(Exercise)
In the entries below, find the line with "For a GIS import: Summarize" and the line with "Give me a JSON". Reproduce those two lines and every line between them exactly, and nothing more.

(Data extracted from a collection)

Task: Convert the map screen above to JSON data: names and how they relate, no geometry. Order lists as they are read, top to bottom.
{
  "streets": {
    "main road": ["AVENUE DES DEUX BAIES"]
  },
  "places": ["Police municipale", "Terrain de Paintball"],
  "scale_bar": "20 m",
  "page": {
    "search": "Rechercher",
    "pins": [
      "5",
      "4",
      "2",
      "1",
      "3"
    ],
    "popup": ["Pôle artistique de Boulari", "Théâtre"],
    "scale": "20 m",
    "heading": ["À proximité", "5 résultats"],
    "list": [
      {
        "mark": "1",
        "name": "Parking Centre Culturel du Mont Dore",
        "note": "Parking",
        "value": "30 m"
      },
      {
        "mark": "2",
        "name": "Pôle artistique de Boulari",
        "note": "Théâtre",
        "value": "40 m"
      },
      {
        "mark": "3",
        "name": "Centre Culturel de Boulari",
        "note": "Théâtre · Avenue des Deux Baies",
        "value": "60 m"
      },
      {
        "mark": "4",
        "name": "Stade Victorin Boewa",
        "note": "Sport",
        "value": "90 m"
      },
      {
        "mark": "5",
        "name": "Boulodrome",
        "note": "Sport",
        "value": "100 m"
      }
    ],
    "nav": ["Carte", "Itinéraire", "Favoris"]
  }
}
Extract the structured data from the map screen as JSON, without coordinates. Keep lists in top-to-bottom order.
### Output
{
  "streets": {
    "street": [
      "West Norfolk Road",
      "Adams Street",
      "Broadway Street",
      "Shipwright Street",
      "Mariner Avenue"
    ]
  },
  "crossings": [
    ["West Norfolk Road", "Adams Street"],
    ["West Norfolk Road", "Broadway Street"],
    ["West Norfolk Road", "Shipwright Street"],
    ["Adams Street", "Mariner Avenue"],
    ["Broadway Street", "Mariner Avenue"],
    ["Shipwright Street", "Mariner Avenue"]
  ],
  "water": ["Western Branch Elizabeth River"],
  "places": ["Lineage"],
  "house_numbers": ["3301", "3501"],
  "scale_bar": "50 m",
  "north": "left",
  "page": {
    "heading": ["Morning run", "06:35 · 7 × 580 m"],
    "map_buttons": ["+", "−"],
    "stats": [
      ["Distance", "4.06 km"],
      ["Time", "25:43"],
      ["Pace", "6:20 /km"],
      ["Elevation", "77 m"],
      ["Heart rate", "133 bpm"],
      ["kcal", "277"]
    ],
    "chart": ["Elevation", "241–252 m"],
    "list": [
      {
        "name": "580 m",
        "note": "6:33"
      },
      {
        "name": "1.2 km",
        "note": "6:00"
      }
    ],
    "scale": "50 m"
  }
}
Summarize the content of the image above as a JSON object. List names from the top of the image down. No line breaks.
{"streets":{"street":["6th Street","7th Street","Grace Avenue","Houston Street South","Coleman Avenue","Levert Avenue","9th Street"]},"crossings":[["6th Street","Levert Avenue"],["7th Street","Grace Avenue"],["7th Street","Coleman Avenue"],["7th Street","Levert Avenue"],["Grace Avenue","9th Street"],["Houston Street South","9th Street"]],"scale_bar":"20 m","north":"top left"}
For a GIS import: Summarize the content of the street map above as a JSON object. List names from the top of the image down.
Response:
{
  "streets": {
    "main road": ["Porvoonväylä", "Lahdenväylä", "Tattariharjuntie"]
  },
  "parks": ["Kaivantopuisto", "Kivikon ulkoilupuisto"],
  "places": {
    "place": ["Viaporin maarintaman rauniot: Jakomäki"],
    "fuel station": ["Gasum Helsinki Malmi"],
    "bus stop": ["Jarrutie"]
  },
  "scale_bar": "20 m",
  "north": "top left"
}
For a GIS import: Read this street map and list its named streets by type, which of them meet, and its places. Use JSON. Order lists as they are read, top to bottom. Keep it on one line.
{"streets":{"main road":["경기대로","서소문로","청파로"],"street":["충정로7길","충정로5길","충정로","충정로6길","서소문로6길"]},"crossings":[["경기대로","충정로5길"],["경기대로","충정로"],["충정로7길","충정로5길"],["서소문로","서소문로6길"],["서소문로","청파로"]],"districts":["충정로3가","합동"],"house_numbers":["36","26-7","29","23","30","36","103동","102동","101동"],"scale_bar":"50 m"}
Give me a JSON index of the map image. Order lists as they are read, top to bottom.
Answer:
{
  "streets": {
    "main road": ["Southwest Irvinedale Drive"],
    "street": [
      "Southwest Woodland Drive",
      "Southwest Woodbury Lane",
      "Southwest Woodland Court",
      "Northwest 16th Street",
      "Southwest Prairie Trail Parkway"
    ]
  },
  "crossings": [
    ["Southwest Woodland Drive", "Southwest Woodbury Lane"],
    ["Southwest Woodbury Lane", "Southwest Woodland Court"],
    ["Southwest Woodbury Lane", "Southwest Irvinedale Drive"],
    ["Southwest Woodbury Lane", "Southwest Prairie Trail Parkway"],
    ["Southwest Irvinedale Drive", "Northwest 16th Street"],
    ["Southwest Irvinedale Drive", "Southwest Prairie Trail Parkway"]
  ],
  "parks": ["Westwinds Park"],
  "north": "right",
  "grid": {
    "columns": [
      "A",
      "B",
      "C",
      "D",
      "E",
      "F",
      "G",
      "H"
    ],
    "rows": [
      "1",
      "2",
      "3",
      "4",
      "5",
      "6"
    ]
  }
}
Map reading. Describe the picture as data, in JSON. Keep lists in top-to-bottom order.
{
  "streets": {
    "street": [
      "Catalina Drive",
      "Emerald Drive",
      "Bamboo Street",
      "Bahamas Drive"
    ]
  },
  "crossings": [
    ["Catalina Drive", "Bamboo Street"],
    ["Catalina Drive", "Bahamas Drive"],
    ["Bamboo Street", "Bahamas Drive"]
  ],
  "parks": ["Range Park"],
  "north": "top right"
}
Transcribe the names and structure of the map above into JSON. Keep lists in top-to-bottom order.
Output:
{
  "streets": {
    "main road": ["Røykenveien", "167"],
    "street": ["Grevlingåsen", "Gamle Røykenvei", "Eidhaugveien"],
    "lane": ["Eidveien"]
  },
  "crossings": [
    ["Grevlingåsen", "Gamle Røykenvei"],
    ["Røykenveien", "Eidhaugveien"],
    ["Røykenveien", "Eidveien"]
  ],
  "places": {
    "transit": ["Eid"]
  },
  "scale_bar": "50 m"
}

(Answer area)
For a GIS import: Summarize the content of the street map above as a JSON object. List names from the top of the image down.
Response:
{
  "streets": {
    "main road": ["Porvoonväylä", "Lahdenväylä", "Tattariharjuntie"]
  },
  "parks": ["Kaivantopuisto", "Kivikon ulkoilupuisto"],
  "places": {
    "place": ["Viaporin maarintaman rauniot: Jakomäki"],
    "fuel station": ["Gasum Helsinki Malmi"],
    "bus stop": ["Jarrutie"]
  },
  "scale_bar": "20 m",
  "north": "top left"
}
For a GIS import: Read this street map and list its named streets by type, which of them meet, and its places. Use JSON. Order lists as they are read, top to bottom. Keep it on one line.
{"streets":{"main road":["경기대로","서소문로","청파로"],"street":["충정로7길","충정로5길","충정로","충정로6길","서소문로6길"]},"crossings":[["경기대로","충정로5길"],["경기대로","충정로"],["충정로7길","충정로5길"],["서소문로","서소문로6길"],["서소문로","청파로"]],"districts":["충정로3가","합동"],"house_numbers":["36","26-7","29","23","30","36","103동","102동","101동"],"scale_bar":"50 m"}
Give me a JSON index of the map image. Order lists as they are read, top to bottom.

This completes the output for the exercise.